Josh Anderson is Louisiana's best in 2017

The talent pipeline will keep flowing for Madison Prep after Brandon Sampson's departure. Sophomore Josh Anderson is ready to take the torch and sits atop TSD's initial Class of 2017 rankings in the Pelican State.

Even after a couple of stops in recent years – to let off five-star Jarell Martin and, soon, four-star Brandon Sampson – the train keeps rolling at Madison Prep.

The Baton Rouge charter school continues to grow into one of the state’s perennial powers on the hardwood, having already moved from Class B ball to 1A in Louisiana with a move to 2A next season on the docket.

And with the progressive steps up in competition comes a 2017 prospect that has a chance to be the best Charger yet, at least according to head coach Jeff Jones.

Josh Anderson can climb as high as any of those guys,” Jones explained. “Brandon sometimes as a youngster was a little laid-back, and I think that kinda hurt him a little bit in spots, but as he got older he figured it out more and started to go at people more and more. Josh has been in attack mode since he’s been here.

“That’s going to help him, but he’ll be a high-major prospect, just as high as these other guys.”

Anderson, the top sophomore in the state in TSD’s initial 2017 class rankings, first arrived on campus at Madison Preparatory Academy during his eighth-grade year, a transfer from Central Private. By rule he had to sit out a calendar year, which only left Anderson a handful of games to play in as a freshman.

Basically the young two-guard had MPA’s run through the 1A state playoffs. And he didn’t disappoint.

“He came in ready, probably more ready than any freshman we’ve had,” recalled Jones. “Josh played in nine games, led us in scoring seven of the nine games. I knew then he had a chance to be special.”

The rail-thin transfer averaged 14 points and three rebounds over the nine-game stretch, which culminated in a narrow loss to Country Day in the state title game.

As a sophomore, now standing 6-foot-4 and up to 174 pounds, Anderson has broadened his game. The player Jones calls a “natural wing scorer” kick-started the campaign with a 27-point performance at St. Michael (Baton Rouge), out-shining both Sampson, committed to St. John’s (NY), and Cincinnati-bound Jacob Evans.

He also made the all-tournament team at a loaded Madison Prep Classic, which the Chargers won, and more impressively was voted all-tourney at the Lighthouse Classic in Mississippi, a run for Anderson that included scoring 26 against Callaway (MS) and five-star guard Malik Newman.

For the season he is MPA’s second leading scorer, behind Sampson, and is posting averages of 16 points, six rebounds, five assists and two steals a game.

“Last year I was pretty much just a shooter,” Anderson leveled, “but I’m learning to get to the goal more this year.”

There’s been plenty more to the development of Anderson, already one of the state’s most dangerous offensive weapons.

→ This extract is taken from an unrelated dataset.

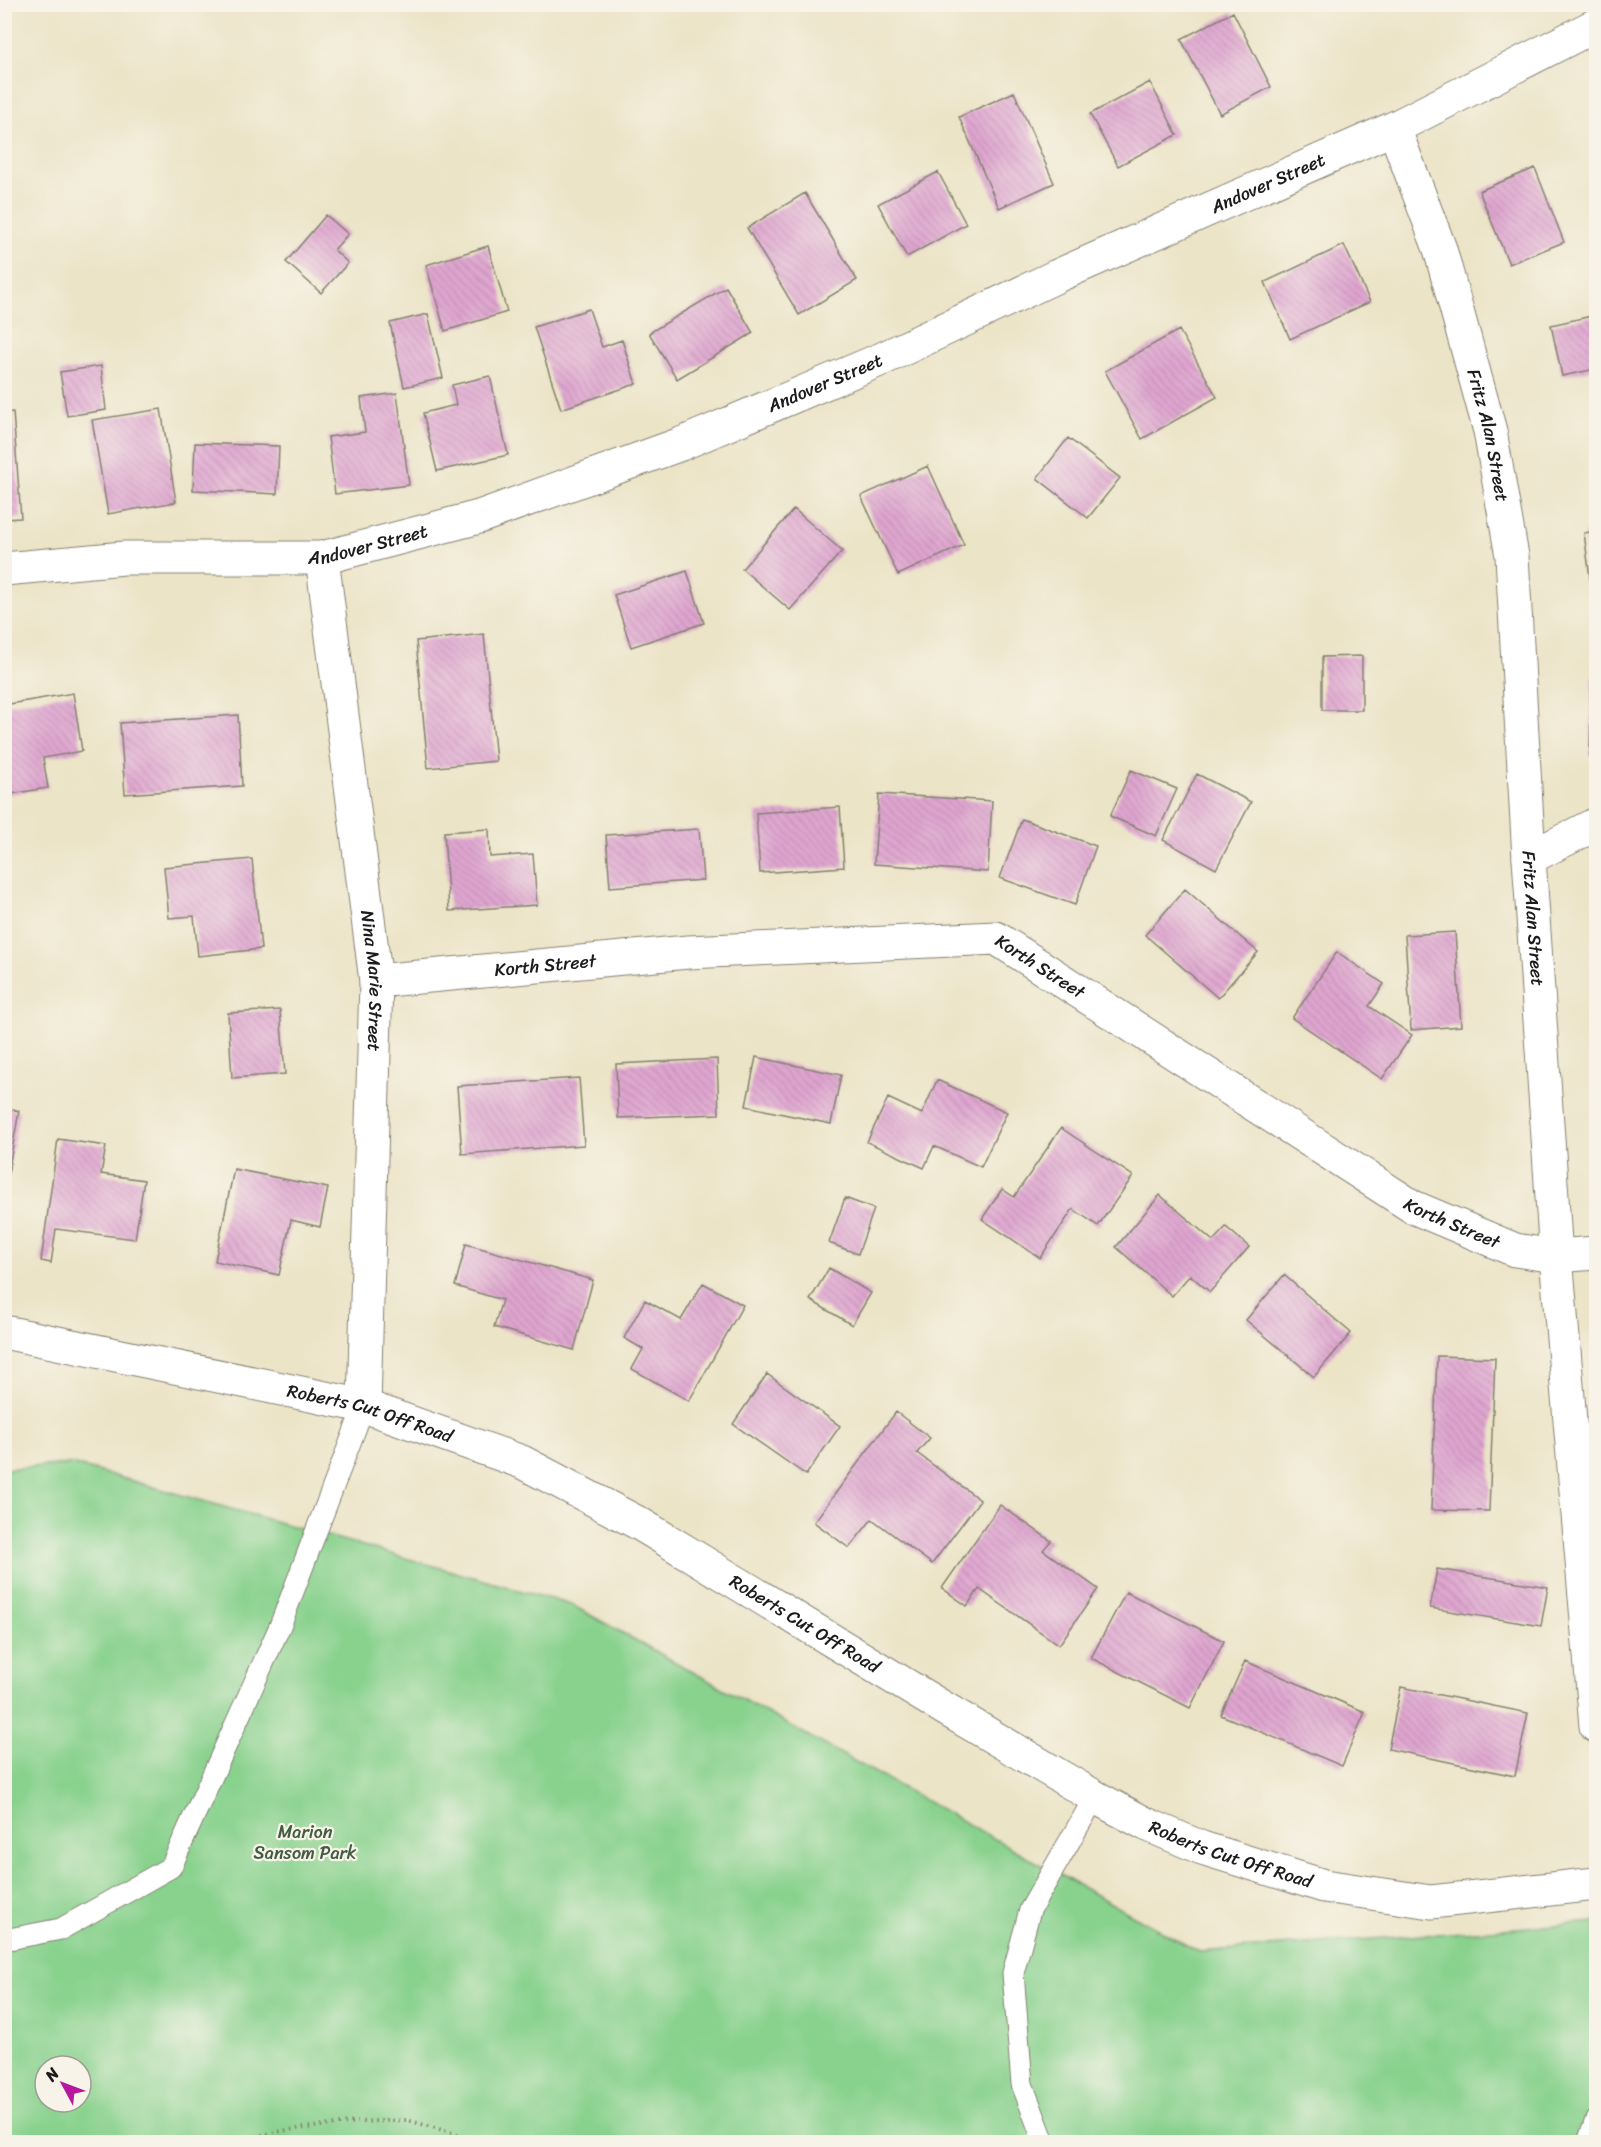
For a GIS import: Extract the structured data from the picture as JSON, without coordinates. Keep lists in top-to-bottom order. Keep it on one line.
{"streets":{"street":["Andover Street","Fritz Alan Street","Korth Street","Nina Marie Street","Roberts Cut Off Road"]},"crossings":[["Andover Street","Fritz Alan Street"],["Andover Street","Nina Marie Street"],["Fritz Alan Street","Korth Street"],["Korth Street","Nina Marie Street"],["Nina Marie Street","Roberts Cut Off Road"]],"parks":["Marion Sansom Park"],"north":"top left"}
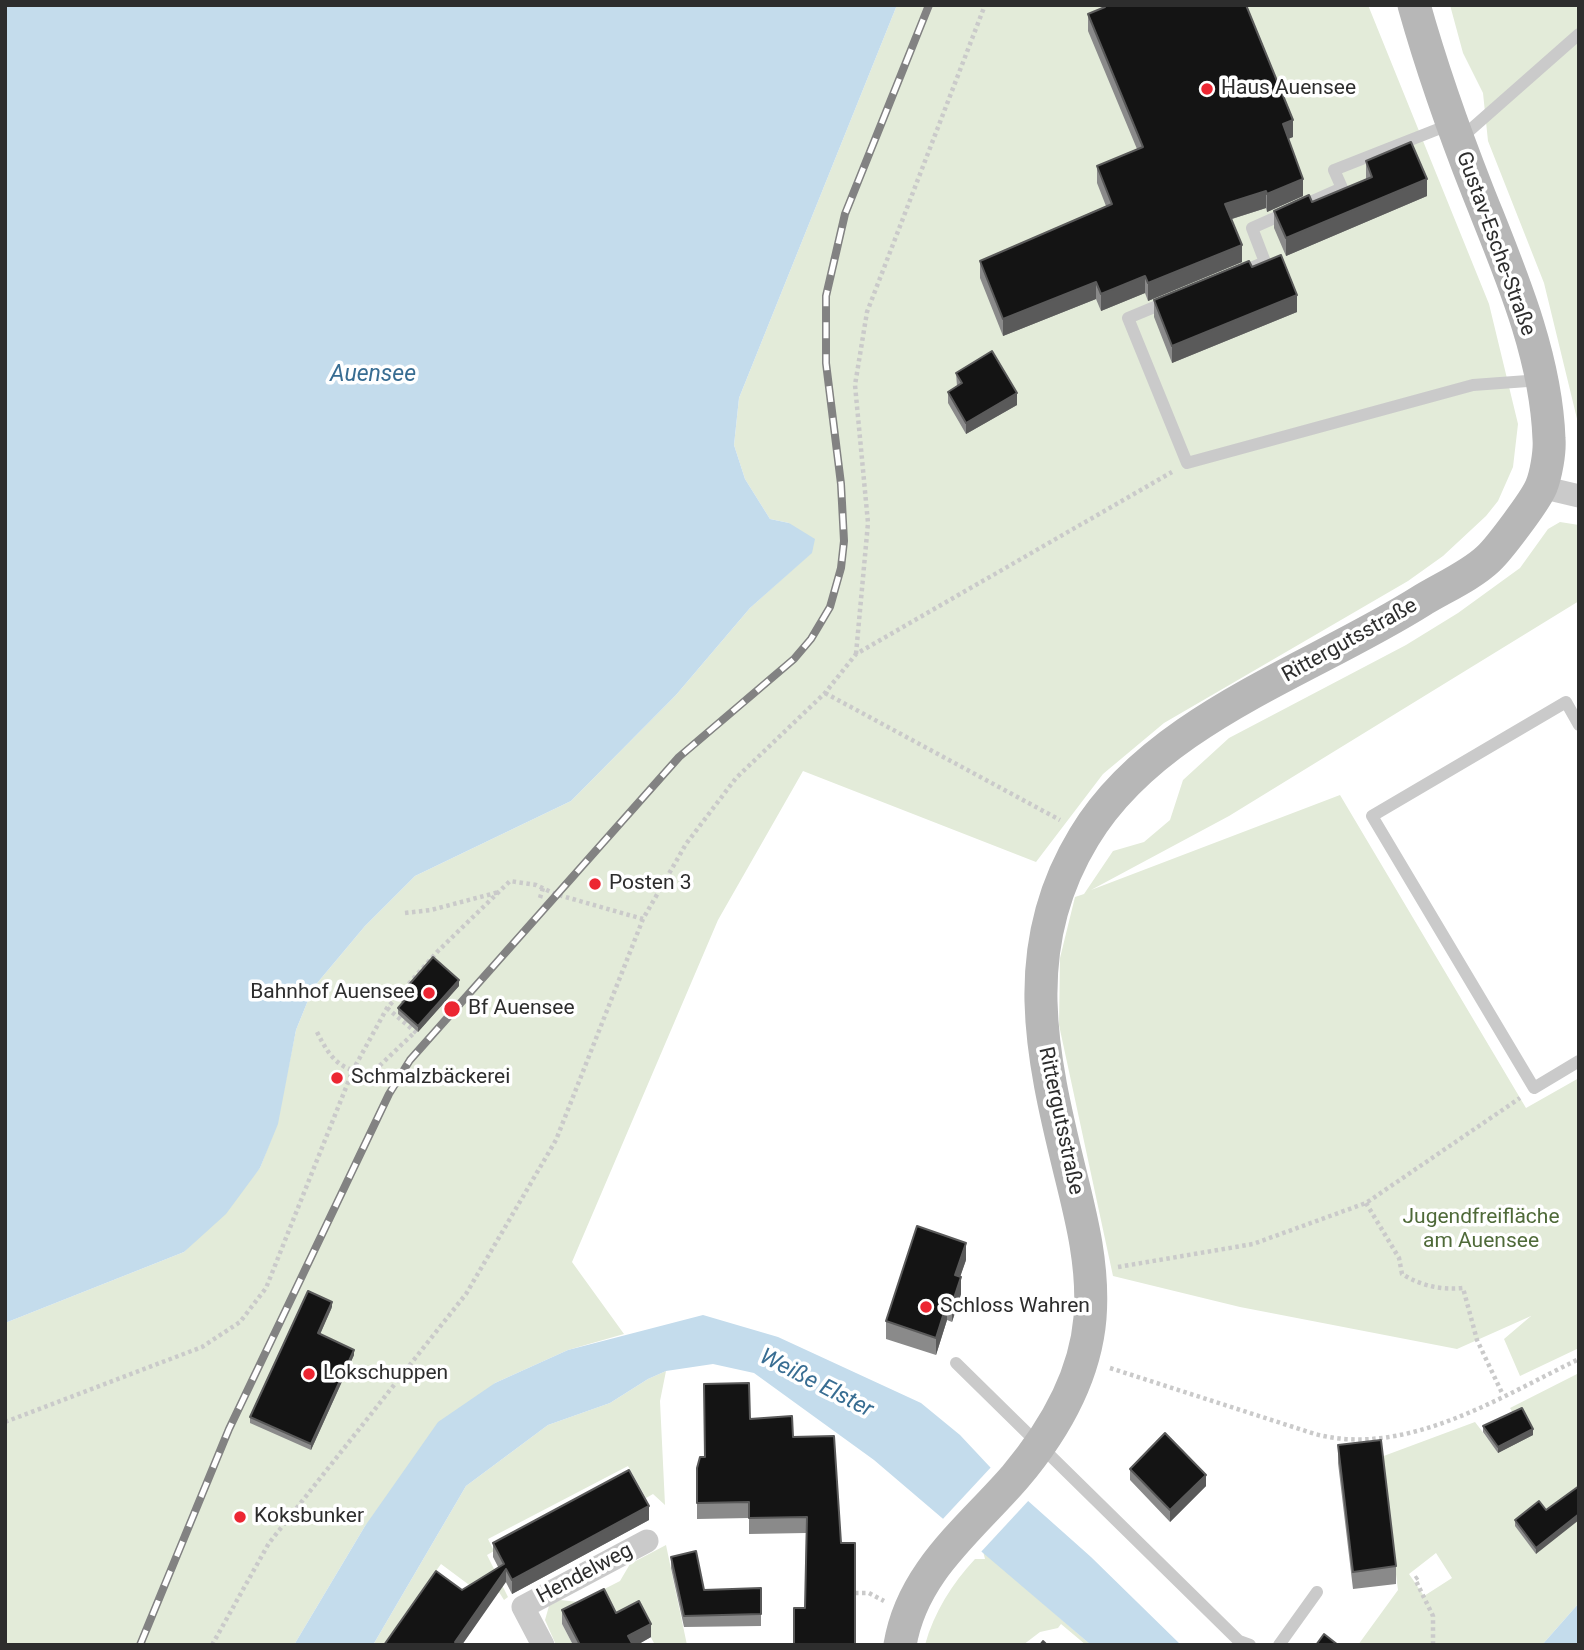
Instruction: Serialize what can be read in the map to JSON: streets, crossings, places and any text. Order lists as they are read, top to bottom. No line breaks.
{"streets":{"main road":["Gustav-Esche-Straße","Rittergutsstraße"],"street":["Hendelweg"]},"crossings":[["Gustav-Esche-Straße","Rittergutsstraße"]],"water":["Auensee","Weiße Elster"],"parks":["Jugendfreifläche am Auensee"],"places":["Haus Auensee","Posten 3","Bahnhof Auensee","Bf Auensee","Schmalzbäckerei","Schloss Wahren","Lokschuppen","Koksbunker"]}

“He’s grown a little taller. His body is starting to fill out a little bit,” conceded Jones, “But the way I’ve seen him grow most is the mental side and his worth ethic. Josh was always skilled, always better than all the kids his age, and it used to be he just used that to get by. Over the last two years, playing with Brandon and the kids here, he’s had to pick it up and step up. He’s putting in the extra work now. He’s in the weight room. Josh has an amazing desire and he really wants to be good. Probably one of the most coachable kids I’ve ever had, too.”

Part of Anderson’s pedigree that serves him well is having played against older competition most of his life. He has an older brother who plays at Mississippi College.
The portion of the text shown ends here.